Segment Open
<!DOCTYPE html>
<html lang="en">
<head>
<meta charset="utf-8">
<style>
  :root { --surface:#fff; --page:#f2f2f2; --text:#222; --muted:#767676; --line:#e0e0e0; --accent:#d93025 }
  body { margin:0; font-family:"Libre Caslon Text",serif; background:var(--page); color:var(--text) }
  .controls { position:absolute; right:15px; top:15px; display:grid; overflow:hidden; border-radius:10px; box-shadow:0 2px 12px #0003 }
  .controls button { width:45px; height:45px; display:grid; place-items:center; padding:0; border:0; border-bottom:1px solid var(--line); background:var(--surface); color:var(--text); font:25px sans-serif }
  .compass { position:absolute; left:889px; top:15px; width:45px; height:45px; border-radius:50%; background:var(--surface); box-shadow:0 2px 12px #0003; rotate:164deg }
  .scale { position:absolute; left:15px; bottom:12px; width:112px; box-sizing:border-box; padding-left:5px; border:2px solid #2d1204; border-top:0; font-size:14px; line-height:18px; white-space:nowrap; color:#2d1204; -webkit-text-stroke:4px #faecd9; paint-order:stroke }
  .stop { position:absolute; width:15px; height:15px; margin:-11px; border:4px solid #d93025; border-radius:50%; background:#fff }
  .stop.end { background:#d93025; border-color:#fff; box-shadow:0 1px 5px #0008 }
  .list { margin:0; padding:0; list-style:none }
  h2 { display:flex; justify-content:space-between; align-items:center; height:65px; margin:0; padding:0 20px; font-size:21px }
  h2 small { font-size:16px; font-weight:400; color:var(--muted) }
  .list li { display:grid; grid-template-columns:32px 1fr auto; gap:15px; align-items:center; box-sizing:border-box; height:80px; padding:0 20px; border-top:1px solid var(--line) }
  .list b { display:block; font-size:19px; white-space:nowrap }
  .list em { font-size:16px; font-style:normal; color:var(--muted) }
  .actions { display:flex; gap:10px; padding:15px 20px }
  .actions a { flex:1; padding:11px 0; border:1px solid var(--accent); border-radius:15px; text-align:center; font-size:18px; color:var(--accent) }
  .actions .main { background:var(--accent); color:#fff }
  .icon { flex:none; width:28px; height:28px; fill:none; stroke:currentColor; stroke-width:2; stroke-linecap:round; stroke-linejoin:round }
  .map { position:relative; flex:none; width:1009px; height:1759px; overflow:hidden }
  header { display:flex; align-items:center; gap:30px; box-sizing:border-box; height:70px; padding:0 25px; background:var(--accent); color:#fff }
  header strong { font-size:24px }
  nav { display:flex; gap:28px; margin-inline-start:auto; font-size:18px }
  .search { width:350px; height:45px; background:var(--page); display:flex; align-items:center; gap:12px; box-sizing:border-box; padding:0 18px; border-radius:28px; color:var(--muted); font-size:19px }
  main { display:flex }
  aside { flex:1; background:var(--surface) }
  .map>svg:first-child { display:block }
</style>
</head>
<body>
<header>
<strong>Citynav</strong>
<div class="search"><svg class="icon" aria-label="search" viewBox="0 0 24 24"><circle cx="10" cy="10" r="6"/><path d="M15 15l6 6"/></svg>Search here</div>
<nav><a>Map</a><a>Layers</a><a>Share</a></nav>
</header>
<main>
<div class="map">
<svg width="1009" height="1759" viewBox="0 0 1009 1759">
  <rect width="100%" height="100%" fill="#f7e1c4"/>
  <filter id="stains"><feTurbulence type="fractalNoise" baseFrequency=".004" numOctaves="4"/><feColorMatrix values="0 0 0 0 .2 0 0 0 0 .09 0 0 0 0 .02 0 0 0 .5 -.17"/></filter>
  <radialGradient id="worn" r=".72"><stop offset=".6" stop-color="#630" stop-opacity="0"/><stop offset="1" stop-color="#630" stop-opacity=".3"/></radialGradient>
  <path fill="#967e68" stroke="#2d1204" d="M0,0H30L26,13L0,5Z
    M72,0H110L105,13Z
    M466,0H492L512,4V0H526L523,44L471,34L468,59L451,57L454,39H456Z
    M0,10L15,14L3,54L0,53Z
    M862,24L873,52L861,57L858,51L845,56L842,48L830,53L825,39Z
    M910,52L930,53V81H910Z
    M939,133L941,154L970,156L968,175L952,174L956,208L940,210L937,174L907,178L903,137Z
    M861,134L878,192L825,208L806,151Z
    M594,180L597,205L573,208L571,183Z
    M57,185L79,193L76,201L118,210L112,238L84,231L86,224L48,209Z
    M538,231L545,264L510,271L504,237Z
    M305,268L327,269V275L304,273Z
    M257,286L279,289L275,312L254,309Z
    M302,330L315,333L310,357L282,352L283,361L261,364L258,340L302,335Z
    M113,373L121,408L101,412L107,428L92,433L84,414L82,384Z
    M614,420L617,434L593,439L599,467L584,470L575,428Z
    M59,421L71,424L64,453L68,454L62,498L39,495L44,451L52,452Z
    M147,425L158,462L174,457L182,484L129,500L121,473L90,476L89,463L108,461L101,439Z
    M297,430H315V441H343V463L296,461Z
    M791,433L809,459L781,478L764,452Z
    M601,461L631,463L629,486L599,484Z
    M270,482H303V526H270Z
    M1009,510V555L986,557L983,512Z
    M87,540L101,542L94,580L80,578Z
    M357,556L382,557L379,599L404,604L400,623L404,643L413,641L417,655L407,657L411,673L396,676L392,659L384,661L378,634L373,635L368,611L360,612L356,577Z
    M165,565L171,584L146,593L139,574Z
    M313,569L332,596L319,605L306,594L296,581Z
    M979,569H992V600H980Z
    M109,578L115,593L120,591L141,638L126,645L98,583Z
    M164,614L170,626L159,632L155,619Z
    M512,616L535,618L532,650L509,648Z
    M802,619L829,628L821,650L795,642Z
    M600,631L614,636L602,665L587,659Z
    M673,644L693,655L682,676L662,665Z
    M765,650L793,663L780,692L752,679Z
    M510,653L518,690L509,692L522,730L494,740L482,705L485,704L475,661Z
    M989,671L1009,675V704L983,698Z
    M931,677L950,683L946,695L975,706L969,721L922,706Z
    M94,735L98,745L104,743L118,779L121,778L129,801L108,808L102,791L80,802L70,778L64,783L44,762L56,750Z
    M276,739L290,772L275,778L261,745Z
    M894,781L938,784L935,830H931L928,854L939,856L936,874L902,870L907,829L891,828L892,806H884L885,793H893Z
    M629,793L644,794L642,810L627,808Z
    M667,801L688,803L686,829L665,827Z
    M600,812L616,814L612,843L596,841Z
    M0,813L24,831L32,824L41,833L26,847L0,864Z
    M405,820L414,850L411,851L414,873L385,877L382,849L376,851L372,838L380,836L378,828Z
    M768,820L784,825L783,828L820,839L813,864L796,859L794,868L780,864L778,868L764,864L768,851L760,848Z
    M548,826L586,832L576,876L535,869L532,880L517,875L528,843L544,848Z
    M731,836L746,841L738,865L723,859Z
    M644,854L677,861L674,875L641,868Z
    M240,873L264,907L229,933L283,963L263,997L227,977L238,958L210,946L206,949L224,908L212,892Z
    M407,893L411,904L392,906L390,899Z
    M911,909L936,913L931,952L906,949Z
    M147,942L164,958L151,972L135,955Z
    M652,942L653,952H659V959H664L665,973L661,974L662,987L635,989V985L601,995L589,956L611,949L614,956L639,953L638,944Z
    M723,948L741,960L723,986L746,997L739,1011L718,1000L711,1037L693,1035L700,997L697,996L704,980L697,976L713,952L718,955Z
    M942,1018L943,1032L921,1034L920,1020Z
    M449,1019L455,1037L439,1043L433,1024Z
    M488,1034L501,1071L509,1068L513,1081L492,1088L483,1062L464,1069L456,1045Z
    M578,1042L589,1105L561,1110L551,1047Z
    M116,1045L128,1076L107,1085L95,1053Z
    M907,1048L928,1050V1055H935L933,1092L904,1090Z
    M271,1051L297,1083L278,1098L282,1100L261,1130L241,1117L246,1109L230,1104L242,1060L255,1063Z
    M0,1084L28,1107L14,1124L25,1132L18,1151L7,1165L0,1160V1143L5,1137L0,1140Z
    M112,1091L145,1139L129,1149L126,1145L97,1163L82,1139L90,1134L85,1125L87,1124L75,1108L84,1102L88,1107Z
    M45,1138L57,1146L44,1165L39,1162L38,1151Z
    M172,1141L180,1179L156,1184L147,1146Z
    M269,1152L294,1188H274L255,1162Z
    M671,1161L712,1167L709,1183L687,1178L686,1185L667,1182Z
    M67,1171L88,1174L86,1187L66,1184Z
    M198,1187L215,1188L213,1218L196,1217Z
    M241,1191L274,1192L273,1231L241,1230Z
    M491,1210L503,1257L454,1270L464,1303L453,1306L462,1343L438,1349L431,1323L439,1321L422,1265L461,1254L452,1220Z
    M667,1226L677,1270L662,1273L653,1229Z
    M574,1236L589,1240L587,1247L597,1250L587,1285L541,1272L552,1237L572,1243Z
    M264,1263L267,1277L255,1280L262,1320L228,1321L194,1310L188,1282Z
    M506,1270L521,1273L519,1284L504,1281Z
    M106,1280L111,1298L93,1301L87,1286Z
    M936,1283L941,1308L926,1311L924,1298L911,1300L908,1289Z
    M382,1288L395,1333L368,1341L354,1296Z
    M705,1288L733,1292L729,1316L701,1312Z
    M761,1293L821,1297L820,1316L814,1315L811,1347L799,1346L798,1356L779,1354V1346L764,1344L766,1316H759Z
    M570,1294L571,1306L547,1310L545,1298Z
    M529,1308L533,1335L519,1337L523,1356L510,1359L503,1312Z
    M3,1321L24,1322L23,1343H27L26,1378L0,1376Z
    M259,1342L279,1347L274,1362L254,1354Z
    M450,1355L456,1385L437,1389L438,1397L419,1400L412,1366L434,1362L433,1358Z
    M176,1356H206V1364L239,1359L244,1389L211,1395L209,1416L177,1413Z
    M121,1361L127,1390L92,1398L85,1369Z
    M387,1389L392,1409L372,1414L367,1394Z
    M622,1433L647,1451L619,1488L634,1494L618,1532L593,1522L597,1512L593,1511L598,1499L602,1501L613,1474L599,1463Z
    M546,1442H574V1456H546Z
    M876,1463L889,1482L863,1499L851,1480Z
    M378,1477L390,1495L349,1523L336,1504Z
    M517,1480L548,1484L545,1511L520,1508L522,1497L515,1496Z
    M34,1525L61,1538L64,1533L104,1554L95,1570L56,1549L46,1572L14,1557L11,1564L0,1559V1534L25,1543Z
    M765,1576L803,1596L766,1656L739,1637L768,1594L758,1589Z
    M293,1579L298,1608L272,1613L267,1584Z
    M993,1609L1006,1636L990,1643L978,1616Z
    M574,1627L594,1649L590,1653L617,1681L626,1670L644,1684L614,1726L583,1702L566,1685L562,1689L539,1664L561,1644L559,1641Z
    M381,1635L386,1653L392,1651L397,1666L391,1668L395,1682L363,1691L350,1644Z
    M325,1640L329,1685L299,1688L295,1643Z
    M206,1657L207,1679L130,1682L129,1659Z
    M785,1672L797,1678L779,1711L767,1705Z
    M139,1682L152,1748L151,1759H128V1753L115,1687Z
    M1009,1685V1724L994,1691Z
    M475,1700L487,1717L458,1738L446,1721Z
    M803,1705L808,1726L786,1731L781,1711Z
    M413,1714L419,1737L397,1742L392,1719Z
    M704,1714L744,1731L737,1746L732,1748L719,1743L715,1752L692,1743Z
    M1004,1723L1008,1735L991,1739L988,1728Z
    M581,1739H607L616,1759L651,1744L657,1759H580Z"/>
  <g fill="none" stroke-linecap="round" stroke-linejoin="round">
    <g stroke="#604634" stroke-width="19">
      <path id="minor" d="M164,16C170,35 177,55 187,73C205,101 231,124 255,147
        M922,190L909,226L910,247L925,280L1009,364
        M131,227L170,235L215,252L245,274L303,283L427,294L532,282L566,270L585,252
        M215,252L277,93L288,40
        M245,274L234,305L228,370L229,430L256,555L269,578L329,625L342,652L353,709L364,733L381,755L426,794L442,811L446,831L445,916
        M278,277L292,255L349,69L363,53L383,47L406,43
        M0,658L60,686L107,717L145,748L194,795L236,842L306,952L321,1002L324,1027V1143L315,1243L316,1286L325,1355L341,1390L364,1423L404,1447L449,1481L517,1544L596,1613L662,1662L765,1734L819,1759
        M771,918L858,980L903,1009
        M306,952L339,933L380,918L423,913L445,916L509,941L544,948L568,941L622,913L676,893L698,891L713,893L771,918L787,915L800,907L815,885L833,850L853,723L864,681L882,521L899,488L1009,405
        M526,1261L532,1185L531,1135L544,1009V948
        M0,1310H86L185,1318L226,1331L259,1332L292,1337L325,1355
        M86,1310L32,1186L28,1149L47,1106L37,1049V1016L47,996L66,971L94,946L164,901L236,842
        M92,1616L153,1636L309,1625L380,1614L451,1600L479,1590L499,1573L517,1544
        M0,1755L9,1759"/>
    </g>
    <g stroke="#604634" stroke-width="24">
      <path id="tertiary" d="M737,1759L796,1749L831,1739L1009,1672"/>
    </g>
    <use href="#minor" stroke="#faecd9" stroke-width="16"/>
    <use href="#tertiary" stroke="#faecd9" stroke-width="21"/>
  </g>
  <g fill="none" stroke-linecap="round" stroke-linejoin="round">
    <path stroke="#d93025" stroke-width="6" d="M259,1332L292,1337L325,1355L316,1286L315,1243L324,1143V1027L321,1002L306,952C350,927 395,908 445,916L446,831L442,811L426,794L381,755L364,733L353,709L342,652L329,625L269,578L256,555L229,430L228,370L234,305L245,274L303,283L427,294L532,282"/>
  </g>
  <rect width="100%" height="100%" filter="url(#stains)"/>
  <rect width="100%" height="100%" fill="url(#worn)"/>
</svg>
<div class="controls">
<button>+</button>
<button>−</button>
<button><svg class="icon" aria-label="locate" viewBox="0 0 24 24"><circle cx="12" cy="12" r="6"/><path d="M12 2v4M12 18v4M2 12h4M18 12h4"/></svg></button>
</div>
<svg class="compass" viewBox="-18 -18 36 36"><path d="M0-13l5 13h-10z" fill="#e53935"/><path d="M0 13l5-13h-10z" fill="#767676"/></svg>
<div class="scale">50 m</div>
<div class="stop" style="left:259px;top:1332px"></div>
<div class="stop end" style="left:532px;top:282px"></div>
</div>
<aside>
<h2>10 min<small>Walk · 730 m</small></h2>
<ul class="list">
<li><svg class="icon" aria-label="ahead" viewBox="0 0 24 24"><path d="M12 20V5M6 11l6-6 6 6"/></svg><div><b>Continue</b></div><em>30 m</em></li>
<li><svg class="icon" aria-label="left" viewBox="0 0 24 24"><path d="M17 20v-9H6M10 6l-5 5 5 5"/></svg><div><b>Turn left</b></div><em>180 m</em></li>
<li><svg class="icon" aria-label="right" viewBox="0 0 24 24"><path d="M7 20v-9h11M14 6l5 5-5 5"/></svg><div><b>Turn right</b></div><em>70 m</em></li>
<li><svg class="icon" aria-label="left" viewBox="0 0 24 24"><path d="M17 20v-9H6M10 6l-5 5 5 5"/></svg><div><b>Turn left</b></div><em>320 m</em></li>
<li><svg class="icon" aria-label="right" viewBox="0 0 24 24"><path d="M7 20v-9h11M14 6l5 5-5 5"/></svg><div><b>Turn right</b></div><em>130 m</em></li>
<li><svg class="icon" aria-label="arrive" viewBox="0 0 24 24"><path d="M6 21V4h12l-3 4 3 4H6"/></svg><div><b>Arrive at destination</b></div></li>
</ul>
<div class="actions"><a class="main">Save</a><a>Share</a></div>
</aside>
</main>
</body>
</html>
Segment Closed
Segment Open
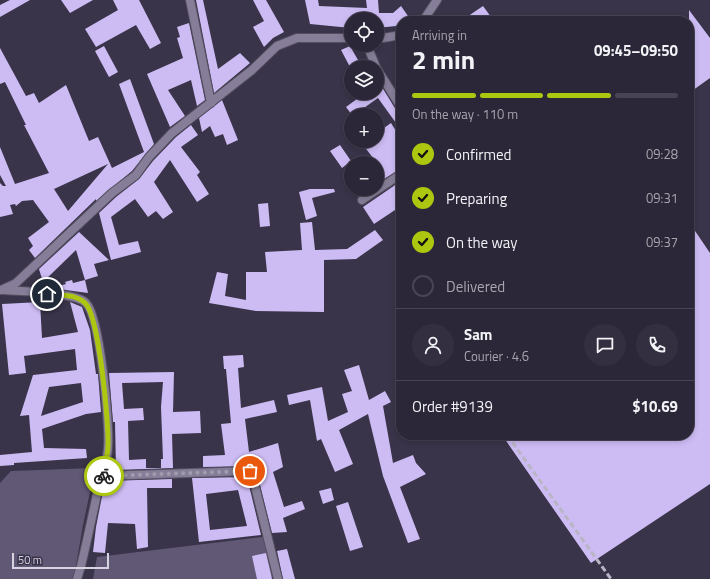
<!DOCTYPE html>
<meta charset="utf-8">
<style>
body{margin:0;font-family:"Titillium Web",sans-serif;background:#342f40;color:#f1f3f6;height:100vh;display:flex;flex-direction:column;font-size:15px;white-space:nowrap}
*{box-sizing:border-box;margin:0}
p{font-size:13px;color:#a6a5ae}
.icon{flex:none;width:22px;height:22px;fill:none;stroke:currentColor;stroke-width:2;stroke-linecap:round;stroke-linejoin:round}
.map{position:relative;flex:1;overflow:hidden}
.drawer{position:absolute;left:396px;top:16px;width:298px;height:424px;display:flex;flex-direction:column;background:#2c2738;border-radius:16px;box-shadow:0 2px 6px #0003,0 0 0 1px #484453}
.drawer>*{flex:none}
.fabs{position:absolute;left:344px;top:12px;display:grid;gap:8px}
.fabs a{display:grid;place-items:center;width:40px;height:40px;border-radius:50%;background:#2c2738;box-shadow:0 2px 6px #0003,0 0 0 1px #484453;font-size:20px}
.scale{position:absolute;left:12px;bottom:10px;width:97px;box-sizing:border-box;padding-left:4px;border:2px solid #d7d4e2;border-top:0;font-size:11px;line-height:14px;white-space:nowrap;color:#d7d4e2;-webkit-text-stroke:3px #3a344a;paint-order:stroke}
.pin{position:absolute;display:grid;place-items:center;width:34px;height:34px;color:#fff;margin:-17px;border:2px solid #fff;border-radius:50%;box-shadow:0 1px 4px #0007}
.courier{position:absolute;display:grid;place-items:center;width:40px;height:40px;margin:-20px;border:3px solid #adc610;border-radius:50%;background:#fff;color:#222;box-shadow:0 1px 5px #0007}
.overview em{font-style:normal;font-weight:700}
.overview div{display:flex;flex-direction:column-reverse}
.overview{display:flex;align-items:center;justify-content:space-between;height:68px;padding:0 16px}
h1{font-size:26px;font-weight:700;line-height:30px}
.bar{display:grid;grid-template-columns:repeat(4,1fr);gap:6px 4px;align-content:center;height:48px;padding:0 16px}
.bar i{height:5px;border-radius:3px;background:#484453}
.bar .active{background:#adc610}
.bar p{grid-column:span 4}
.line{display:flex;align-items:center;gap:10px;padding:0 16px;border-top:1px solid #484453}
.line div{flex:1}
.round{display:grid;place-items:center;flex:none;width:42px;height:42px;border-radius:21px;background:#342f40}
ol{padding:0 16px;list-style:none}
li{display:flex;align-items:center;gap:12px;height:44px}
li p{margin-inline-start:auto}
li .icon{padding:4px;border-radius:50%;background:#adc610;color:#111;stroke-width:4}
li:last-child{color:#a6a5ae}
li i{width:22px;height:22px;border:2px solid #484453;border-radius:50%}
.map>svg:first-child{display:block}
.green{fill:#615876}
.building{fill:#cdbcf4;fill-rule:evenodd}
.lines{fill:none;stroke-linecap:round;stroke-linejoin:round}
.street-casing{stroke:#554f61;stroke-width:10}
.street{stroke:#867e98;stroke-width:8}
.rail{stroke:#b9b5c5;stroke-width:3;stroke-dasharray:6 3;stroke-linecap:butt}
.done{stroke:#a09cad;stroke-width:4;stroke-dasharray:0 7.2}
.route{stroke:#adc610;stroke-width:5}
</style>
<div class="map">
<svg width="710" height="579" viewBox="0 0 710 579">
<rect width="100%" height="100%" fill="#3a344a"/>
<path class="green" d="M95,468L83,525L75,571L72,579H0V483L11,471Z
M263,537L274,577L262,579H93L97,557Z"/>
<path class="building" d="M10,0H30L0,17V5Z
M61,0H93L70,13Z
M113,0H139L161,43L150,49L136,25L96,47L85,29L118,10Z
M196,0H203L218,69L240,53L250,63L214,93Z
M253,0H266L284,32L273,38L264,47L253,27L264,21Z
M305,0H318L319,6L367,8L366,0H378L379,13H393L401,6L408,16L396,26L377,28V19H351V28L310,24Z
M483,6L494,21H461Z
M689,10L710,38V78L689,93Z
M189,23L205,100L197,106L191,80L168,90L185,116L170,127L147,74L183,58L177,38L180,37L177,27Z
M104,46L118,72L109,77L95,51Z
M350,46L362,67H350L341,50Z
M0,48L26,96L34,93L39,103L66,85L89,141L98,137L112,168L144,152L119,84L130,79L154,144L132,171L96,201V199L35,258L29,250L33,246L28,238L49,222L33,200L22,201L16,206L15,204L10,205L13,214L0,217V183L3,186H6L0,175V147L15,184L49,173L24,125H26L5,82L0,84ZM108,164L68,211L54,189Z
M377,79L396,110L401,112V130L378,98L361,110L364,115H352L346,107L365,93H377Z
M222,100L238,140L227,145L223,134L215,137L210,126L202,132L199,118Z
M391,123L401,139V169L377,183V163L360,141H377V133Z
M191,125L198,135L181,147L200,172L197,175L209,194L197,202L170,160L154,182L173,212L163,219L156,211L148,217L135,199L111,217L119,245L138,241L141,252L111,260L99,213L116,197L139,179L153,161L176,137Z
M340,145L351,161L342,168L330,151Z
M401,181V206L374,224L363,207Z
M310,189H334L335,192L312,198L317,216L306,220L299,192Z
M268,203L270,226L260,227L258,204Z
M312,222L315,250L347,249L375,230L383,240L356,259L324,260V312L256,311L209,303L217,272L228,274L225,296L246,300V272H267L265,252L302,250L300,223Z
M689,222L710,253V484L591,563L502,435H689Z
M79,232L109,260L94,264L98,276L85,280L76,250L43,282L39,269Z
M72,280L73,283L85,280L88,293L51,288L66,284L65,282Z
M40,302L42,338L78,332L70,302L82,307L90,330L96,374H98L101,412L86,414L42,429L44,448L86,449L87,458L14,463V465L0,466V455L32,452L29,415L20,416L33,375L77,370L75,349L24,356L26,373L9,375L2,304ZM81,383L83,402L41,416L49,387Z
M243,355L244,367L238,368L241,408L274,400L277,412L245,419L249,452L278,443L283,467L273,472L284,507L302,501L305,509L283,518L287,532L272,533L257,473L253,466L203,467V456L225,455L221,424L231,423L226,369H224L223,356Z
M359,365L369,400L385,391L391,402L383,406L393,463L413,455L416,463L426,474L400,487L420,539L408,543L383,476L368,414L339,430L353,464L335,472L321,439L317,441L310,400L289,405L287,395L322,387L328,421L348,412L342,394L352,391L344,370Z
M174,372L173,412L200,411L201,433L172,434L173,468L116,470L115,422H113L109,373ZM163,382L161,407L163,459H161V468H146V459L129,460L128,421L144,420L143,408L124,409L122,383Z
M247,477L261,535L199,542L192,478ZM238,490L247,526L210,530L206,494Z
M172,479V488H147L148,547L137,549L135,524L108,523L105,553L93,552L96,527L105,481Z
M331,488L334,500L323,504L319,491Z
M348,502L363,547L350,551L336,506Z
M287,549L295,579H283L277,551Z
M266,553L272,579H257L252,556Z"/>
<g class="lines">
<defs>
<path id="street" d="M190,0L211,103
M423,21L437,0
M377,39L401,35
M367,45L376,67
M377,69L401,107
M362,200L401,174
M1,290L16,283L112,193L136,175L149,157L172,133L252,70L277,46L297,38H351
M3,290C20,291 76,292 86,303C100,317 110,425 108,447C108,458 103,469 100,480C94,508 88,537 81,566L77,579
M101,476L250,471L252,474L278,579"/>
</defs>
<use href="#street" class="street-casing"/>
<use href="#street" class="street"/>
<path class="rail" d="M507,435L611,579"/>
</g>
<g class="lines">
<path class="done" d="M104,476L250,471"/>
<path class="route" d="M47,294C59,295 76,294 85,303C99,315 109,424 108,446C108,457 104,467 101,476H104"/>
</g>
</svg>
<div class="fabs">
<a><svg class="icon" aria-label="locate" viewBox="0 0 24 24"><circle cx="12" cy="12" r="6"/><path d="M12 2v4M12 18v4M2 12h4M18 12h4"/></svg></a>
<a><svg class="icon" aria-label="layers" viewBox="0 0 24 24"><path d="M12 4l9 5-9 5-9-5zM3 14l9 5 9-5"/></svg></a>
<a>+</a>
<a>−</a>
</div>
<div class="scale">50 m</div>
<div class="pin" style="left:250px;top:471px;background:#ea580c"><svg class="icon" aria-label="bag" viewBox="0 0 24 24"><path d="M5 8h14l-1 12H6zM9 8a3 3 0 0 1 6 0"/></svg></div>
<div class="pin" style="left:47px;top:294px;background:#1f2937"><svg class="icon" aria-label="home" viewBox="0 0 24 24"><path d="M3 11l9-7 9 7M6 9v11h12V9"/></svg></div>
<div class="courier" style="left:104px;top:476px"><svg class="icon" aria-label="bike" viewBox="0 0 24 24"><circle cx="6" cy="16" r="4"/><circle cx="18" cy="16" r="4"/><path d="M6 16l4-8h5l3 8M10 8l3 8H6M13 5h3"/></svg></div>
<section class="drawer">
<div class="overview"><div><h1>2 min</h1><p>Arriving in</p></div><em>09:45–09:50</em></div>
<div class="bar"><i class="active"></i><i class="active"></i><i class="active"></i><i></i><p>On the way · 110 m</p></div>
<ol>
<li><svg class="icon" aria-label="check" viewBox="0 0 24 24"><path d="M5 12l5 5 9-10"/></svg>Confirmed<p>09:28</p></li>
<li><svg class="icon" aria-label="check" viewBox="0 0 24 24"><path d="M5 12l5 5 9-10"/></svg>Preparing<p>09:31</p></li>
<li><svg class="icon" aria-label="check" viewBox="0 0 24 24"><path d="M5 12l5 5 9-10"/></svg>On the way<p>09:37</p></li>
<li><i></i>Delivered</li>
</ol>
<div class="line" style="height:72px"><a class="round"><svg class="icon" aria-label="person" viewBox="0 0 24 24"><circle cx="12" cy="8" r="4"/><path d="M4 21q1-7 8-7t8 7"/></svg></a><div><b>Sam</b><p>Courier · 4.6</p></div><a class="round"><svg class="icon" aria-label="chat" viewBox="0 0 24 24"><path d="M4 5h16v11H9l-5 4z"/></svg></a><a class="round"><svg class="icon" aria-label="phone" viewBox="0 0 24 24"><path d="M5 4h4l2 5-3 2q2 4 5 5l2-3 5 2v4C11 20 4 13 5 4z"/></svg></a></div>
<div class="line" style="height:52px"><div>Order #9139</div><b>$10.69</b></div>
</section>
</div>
Segment Closed
Requirement = What is needed is each line from the records with the word "webkit" in it.

Answer section =
  .scale { position:absolute; left:15px; bottom:12px; width:112px; box-sizing:border-box; padding-left:5px; border:2px solid #2d1204; border-top:0; font-size:14px; line-height:18px; white-space:nowrap; color:#2d1204; -webkit-text-stroke:4px #faecd9; paint-order:stroke }
.scale{position:absolute;left:12px;bottom:10px;width:97px;box-sizing:border-box;padding-left:4px;border:2px solid #d7d4e2;border-top:0;font-size:11px;line-height:14px;white-space:nowrap;color:#d7d4e2;-webkit-text-stroke:3px #3a344a;paint-order:stroke}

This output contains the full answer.